GitHub - rbonghi/jetson_stats: 📊 Simple package for monitoring and control your NVIDIA Jetson [Orin, Xavier, Nano, TX] series

And the code is here:

jetson_stats/jtop/core/memory.py at 45dbf289596db88c0a27edf21a901d6f12bcb850 · rbonghi/jetson_stats · GitHub

So the shared memory looks to be static and is not exposed to GPU when no GPU task is running.

Hi @DaneLLL
So, the shared memory seems to be static and not exposed to the GPU when no GPU tasks are running. Does this mean that even though memory has already been allocated to the GPU shared memory, it won’t show up as ‘used’ if nothing is actively running? Has it actually already been allocated? In my case, my service first loads the LLM—wouldn’t that count as being ‘in use’?

Hi,
Would be great if you can share the steps to show the memory usage on developer kit. So that we can replicate it and do further analysis.

Hi @DaneLLL
These are steps:

  1. Run Docker to load an LLM model.
  2. Stop the Docker container.
  3. Use jtop to observe changes in memory usage.

Based on my observations, Figure 1 shows memory usage without loading the LLM, while Figure 2 shows the usage after loading the LLM. As you can see, there is a significant increase in GPU shared memory (GPU sh). However, the increase in used memory is not proportional to the rise in GPU shared memory.
Figure 1

Figure 2

Hi,

These are rough and it would be great if you can share the commands directly.

@DaneLLL

  • Run Docker to load an LLM model:
    Use the following code to load the model:
load_model(
    model_name="hugging-quants/Meta-Llama-3.1-8B-Instruct-AWQ-INT4",
    device='cuda',
    torch_dtype=torch.float16,
    quantization_config=quantization_config
)
  • Stop the Docker container:
    Run the following command to stop the container:
docker rm -f <container name>
  • Monitor memory usage with jtop:
    Open jtop and switch to the MEM tab to observe memory usage changes.

Hi @kerokerokero

Thank you for your detailed post. I created jtop and am happy to support you as much as possible :-)
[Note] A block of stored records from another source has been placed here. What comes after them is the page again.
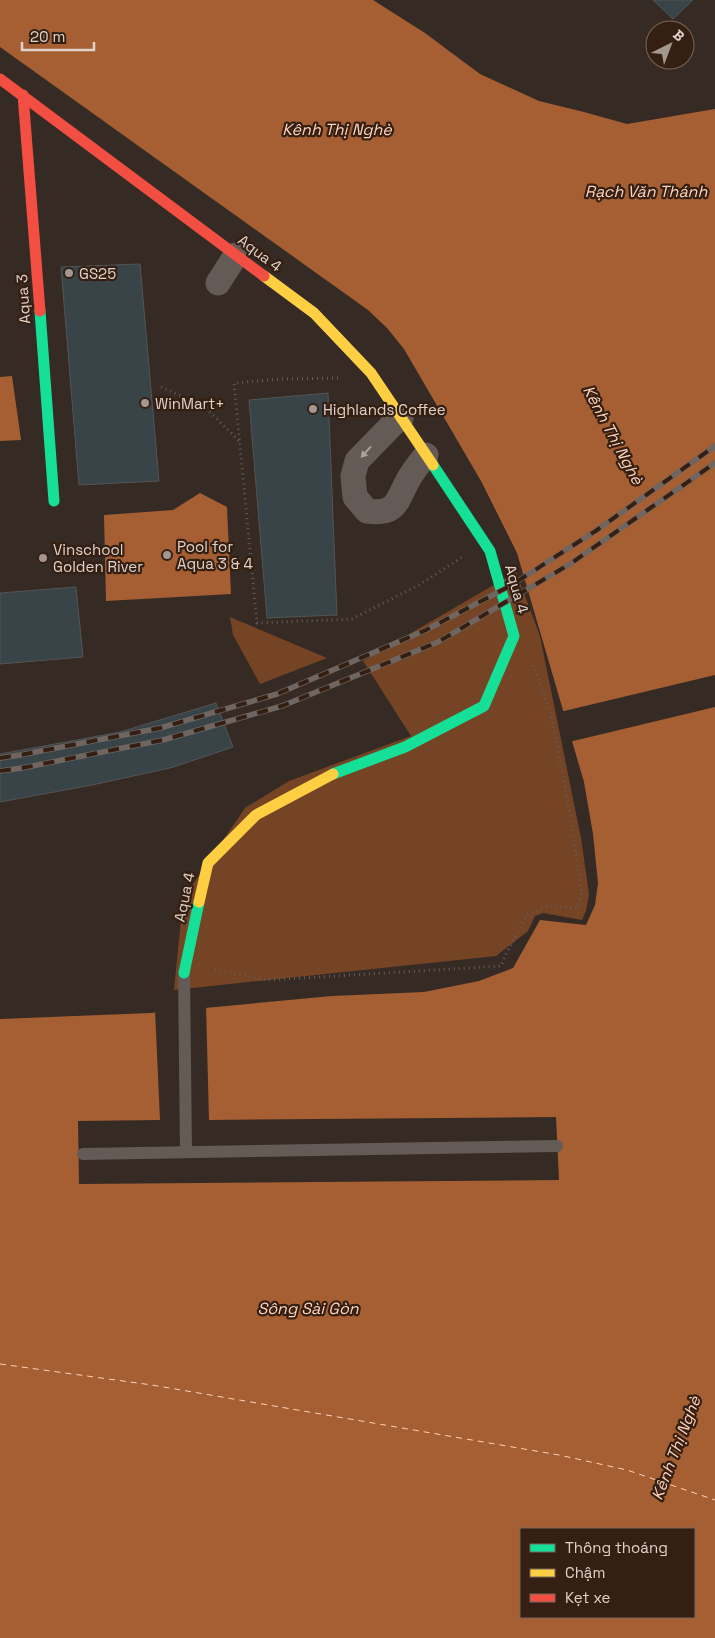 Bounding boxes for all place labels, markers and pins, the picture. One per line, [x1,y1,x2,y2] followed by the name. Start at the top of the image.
[79,264,116,283] place label: GS25
[63,267,75,279] marker: GS25
[155,394,224,413] place label: WinMart+
[139,397,151,409] marker: WinMart+
[323,400,446,419] place label: Highlands Coffee
[307,403,319,415] marker: Highlands Coffee
[177,537,253,573] place label: Pool for Aqua 3 & 4
[53,540,143,576] place label: Vinschool Golden River
[161,549,173,561] marker: Pool for Aqua 3 & 4
[37,552,49,564] marker: Vinschool Golden River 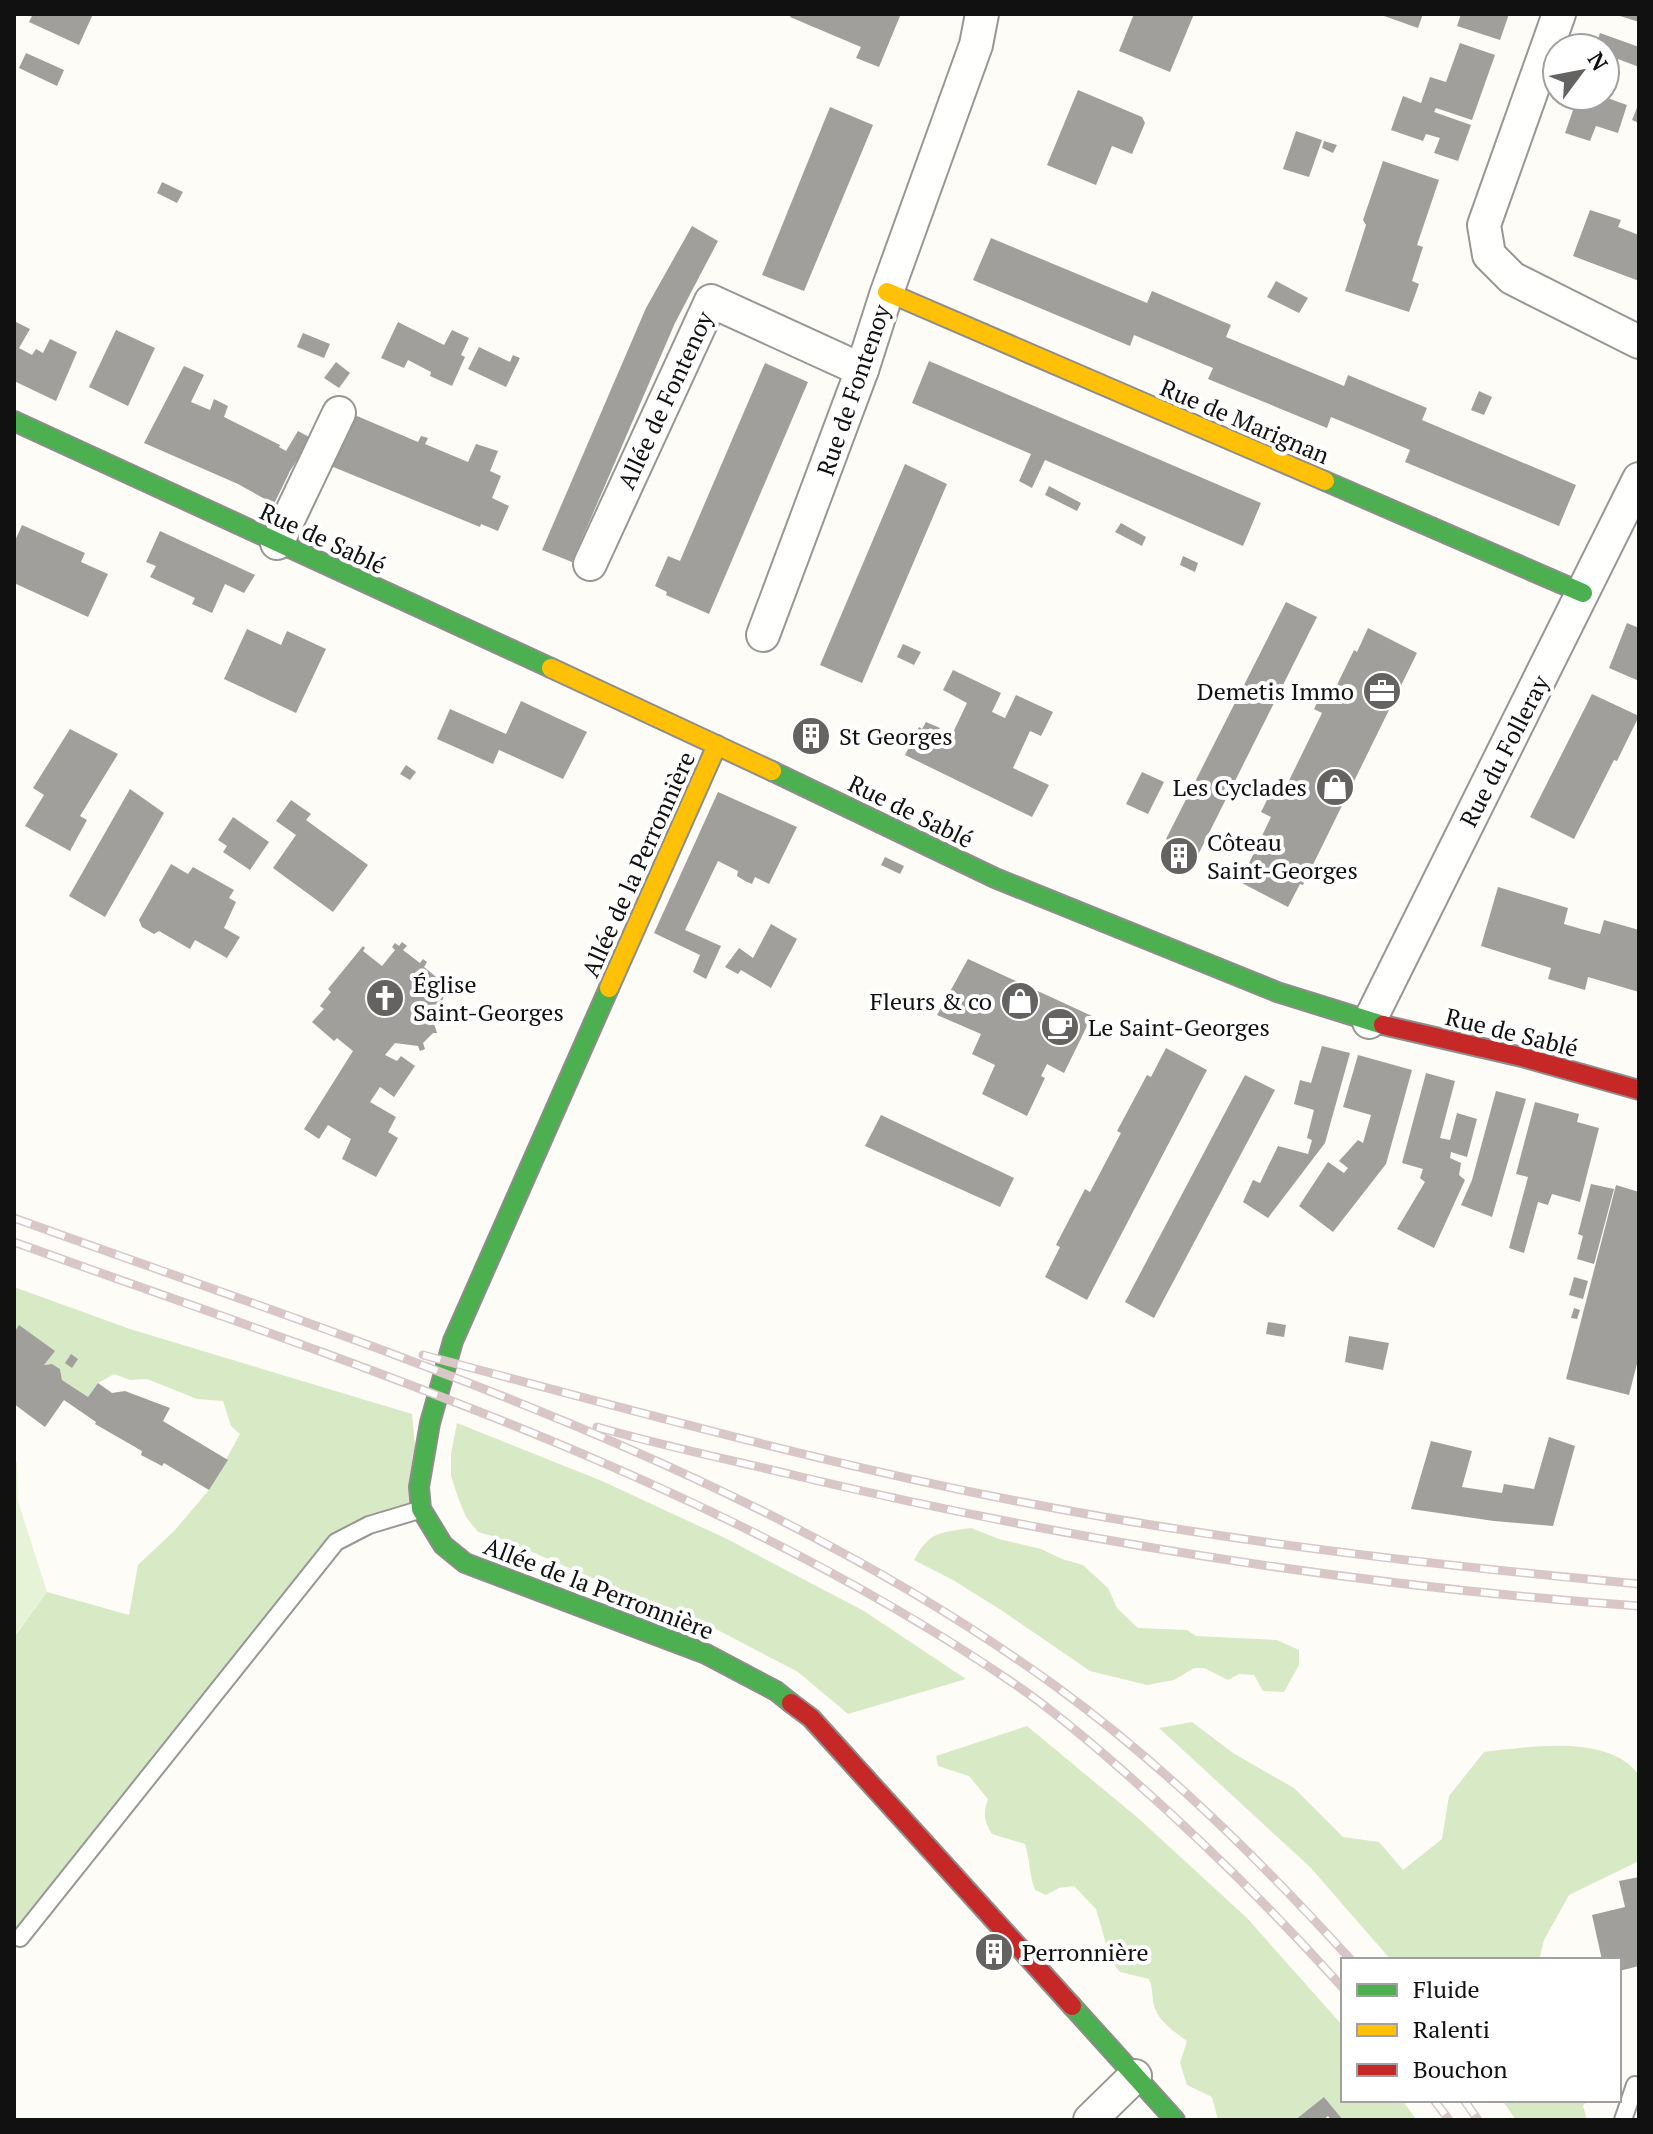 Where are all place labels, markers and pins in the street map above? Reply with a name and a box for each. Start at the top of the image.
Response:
office icon: Demetis Immo [1361,670,1403,712]
place label: Demetis Immo [1197,675,1354,707]
building icon: St Georges [790,715,832,757]
place label: St Georges [839,720,953,752]
shop icon: Les Cyclades [1314,766,1356,808]
place label: Les Cyclades [1173,771,1307,803]
place label: Côteau Saint-Georges [1207,826,1358,886]
building icon: Côteau Saint-Georges [1158,835,1200,877]
place label: Église Saint-Georges [413,968,564,1028]
church icon: Église Saint-Georges [364,977,406,1019]
shop icon: Fleurs & co [999,980,1041,1022]
place label: Fleurs & co [870,985,992,1017]
cafe icon: Le Saint-Georges [1039,1006,1081,1048]
place label: Le Saint-Georges [1088,1011,1270,1043]
building icon: Perronnière [973,1931,1015,1973]
place label: Perronnière [1022,1936,1148,1968] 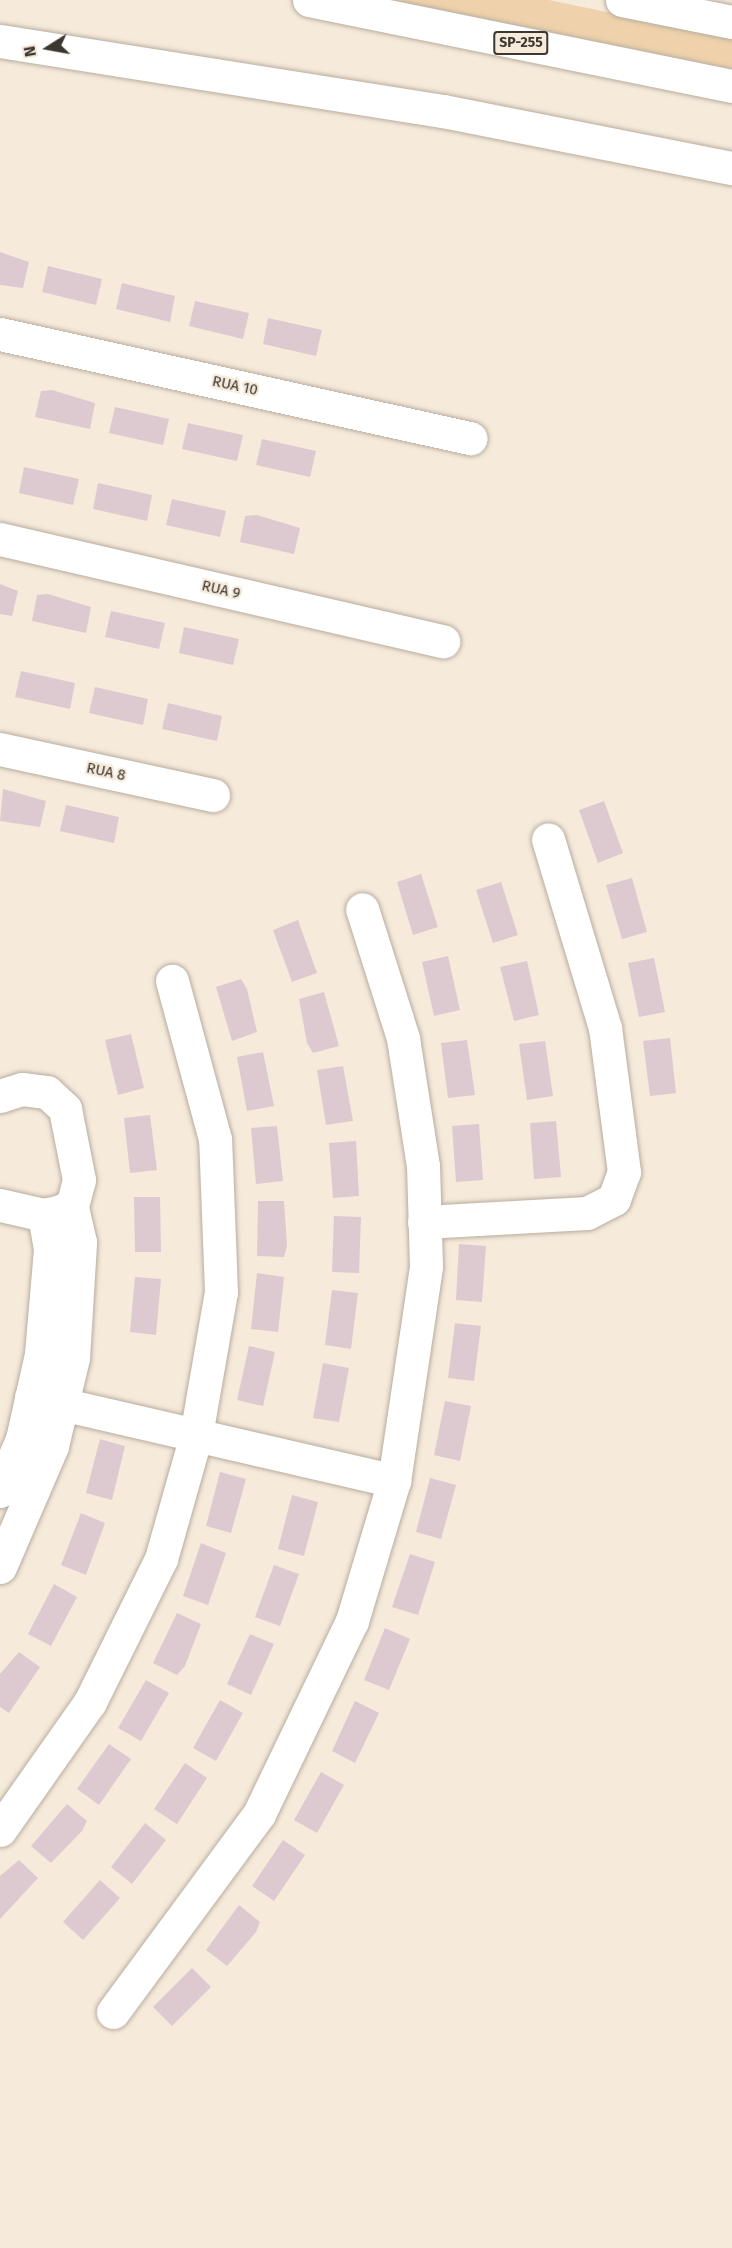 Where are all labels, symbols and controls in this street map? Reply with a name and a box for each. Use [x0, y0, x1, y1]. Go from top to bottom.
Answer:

The memory usage is defined from these rules: jtop - jetson-stats 4.3.0

The Shared RAM for the NVIDIA Jetson refers to the RAM utilized by the GPU. This value is directly accessible from the board, while other RAM measurements are obtained from the file /proc/meminfo for each field.

Name Description
tot MemTotal
used MemTotal - (Buffers + Cached)
free MemFree
buffers Buffers
cached Cached + SReclaimable

Let me know if I helped you.

Best,
Raffaello

Hi @Raffaello
Based on the formula you provided, it seems that “Used” does not include “GPU sh,” which means my actual memory usage might be “Used + GPU sh,” right? What I’d like to understand is how to interpret these memory statistics to determine the actual resources required to run my services. For example, in the following case:

  • Used: 28.1 G
  • GPU sh: 12.3 G
  • Buffers: 287 M
  • Cached: 15.1 G
  • Free: 18.2 G
  • TOT: 61.4 G

According to the formula in the code:
Used = TOT - Free - (Buffers + Cached) = 61.4 - 18.2 - (0.287 + 15.1)

This raises some questions:

  1. It seems that “Used” cannot fully represent the memory required to run services. Would the actual required memory be Used + GPU sh?
  2. If not, does “GPU sh” mean memory is allocated but not actively used?
  3. If “GPU sh” is actively used, where would it be reflected? For example, would “Free” decrease or “Cached” increase?
  4. If there isn’t enough memory available for “GPU sh” allocation, would the program crash?

I apologize for the many questions—it’s a bit overwhelming to figure this out.

Hi @kerokerokero

I’m sorry, but could you please open a GitHub issue on jetson-stats? Issues · rbonghi/jetson_stats · GitHub This will allow me to assist you better.

Best,
Raffaello

Hi @Raffaello
I’ve created a new issue, but I’m not sure if the tag I used is appropriate since I couldn’t find any tags specifically for asking questions.